The first property is belief in the supernatural. Not all religions require this, but most do. They believe that there exists a realm of facts that lies beyond the natural world. Usually, this realm is taken to consist of supernatural agents, i.e. gods, angels, demons and so on. Robust realism also requires a form of supernaturalism. The moral facts so beloved by the robust realist exist in a non-natural realm. This realm does not consist of supernatural agents, but it doesn’t thereby lose any entitlement to the ‘supernatural’ label. Or at least that’s what Killoren argues. I have a somewhat different view. I tend to think that supernaturalism is a mind-first (or agent-first) ontology. Following the likes of Paul Draper, I tend to think of supernaturalism as being equivalent to the view that ‘mental entities have explanatory priority’, i.e. that the natural world is ultimately explained by some mental entity; and I tend to think of naturalism as the opposite, i.e. that the mental is ultimately explained by the natural. On this definition of naturalism and supernaturalism, robust realism would actually end up falling under the scope of naturalism. Felipe Leon refers to this as ‘broad naturalism’. But I admit that this is, to a degree, definition-mongering.
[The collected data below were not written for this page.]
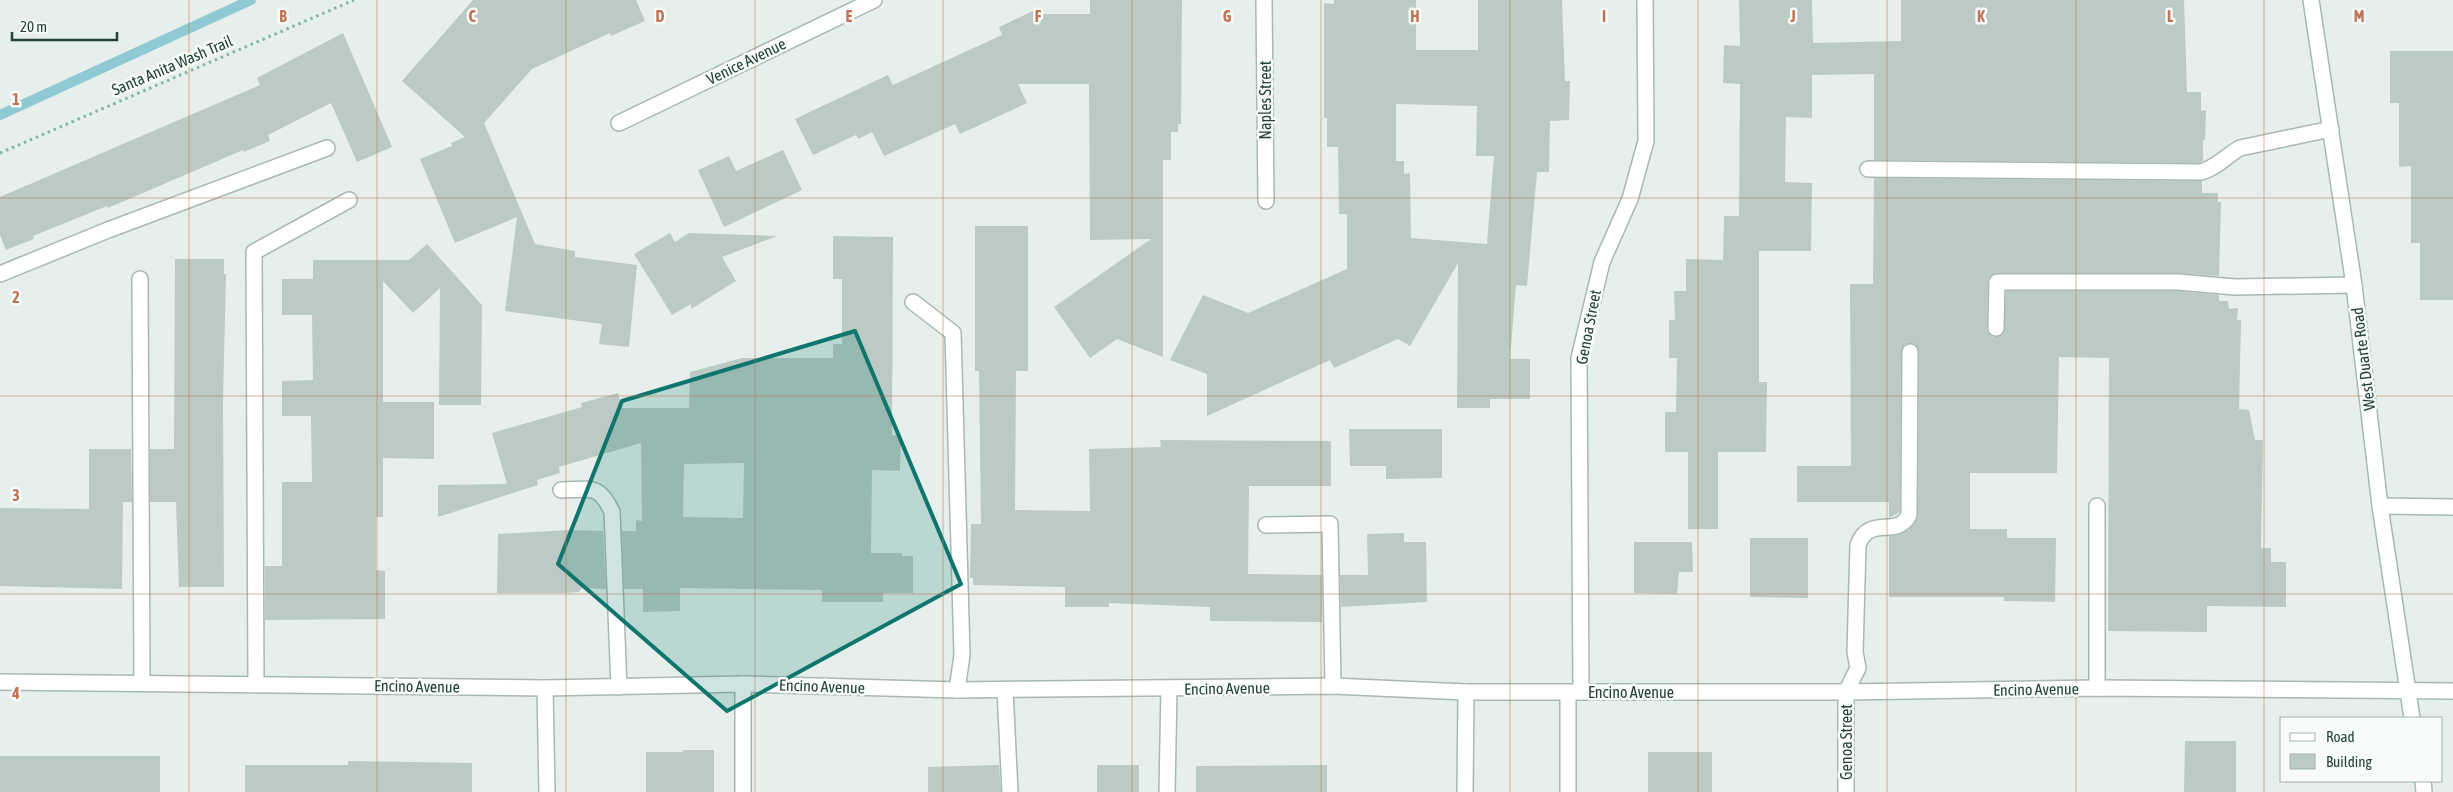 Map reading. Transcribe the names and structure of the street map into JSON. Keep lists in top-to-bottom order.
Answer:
{
  "streets": {
    "street": [
      "Venice Avenue",
      "Naples Street",
      "Genoa Street",
      "West Duarte Road",
      "Encino Avenue"
    ],
    "path": ["Santa Anita Wash Trail"]
  },
  "crossings": [
    ["Genoa Street", "Encino Avenue"],
    ["West Duarte Road", "Encino Avenue"]
  ],
  "legend": ["Road", "Building"],
  "scale_bar": "20 m",
  "grid": {
    "columns": [
      "B",
      "C",
      "D",
      "E",
      "F",
      "G",
      "H",
      "I",
      "J",
      "K",
      "L",
      "M"
    ],
    "rows": [
      "1",
      "2",
      "3",
      "4"
    ]
  }
}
As long as you don’t believe that moral facts are ultimately explained by supernatural agents, then I’d be happy enough to say that robust realism is a species of supernaturalism.
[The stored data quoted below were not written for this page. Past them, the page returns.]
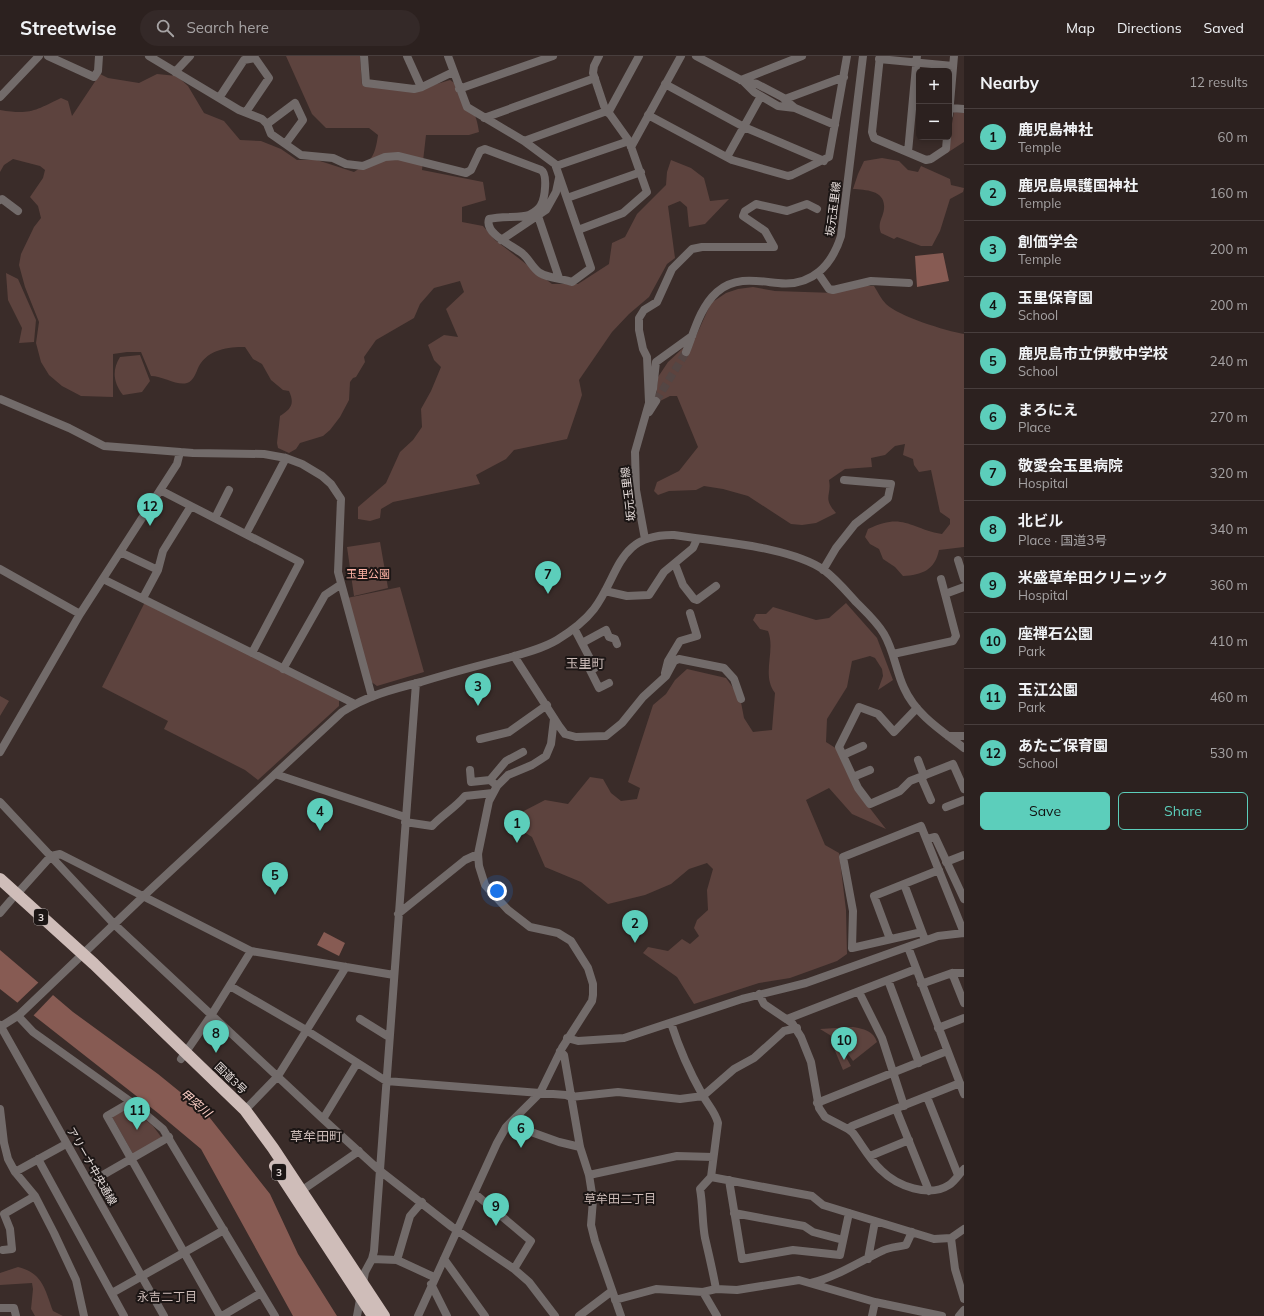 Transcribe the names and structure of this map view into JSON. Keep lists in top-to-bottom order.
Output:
{
  "streets": {
    "highway": ["3", "国道3号"],
    "street": ["坂元玉里線", "アリーナ中央通線"]
  },
  "districts": [
    "玉里町",
    "草牟田町",
    "草牟田二丁目",
    "永吉二丁目"
  ],
  "water": ["甲突川"],
  "parks": ["玉里公園"],
  "page": {
    "header": "Streetwise",
    "search": "Search here",
    "nav": ["Map", "Directions", "Saved"],
    "heading": ["Nearby", "12 results"],
    "map_buttons": ["+", "−"],
    "list": [
      {
        "mark": "1",
        "name": "鹿児島神社",
        "note": "Temple",
        "value": "60 m"
      },
      {
        "mark": "2",
        "name": "鹿児島県護国神社",
        "note": "Temple",
        "value": "160 m"
      },
      {
        "mark": "3",
        "name": "創価学会",
        "note": "Temple",
        "value": "200 m"
      },
      {
        "mark": "4",
        "name": "玉里保育園",
        "note": "School",
        "value": "200 m"
      },
      {
        "mark": "5",
        "name": "鹿児島市立伊敷中学校",
        "note": "School",
        "value": "240 m"
      },
      {
        "mark": "6",
        "name": "まろにえ",
        "note": "Place",
        "value": "270 m"
      },
      {
        "mark": "7",
        "name": "敬愛会玉里病院",
        "note": "Hospital",
        "value": "320 m"
      },
      {
        "mark": "8",
        "name": "北ビル",
        "note": "Place · 国道3号",
        "value": "340 m"
      },
      {
        "mark": "9",
        "name": "米盛草牟田クリニック",
        "note": "Hospital",
        "value": "360 m"
      },
      {
        "mark": "10",
        "name": "座禅石公園",
        "note": "Park",
        "value": "410 m"
      },
      {
        "mark": "11",
        "name": "玉江公園",
        "note": "Park",
        "value": "460 m"
      },
      {
        "mark": "12",
        "name": "あたご保育園",
        "note": "School",
        "value": "530 m"
      }
    ],
    "pins": [
      "12",
      "7",
      "3",
      "4",
      "1",
      "5",
      "2",
      "8",
      "10",
      "11",
      "6",
      "9"
    ],
    "buttons": ["Save", "Share"]
  }
}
The second property is guidance on how to live. Most religions purport to provide their believers with some set of principles about how they ought to live. Sometimes these principles are very detailed. Robust realism provides something similar to its believers. It is optimistic about the possibility of finding out how we ought to live. And the moral beliefs that are at the core of that position do attempt to provide some guidance on how to live.

The third property is organisation. Here Killoren is suggesting that most religions have an institutional or organisational structure that supports the belief system, ensures that it is promulgated and propagated, and defends it from attack. This seems obviously true of the religions we encounter. They all try to sustain their networks of belief through some set of social organisations (I honestly can’t think of a counterexample). He argues that robust realism also has an organisational structure. He states that robust realists organise themselves via philosophy departments, journals and conferences. In this way they sustain and defend their network of beliefs.

For all these reasons — faith, supernaturalism, guidance on how to live, and organisation — Killoren submits that robust realism is a type of religion.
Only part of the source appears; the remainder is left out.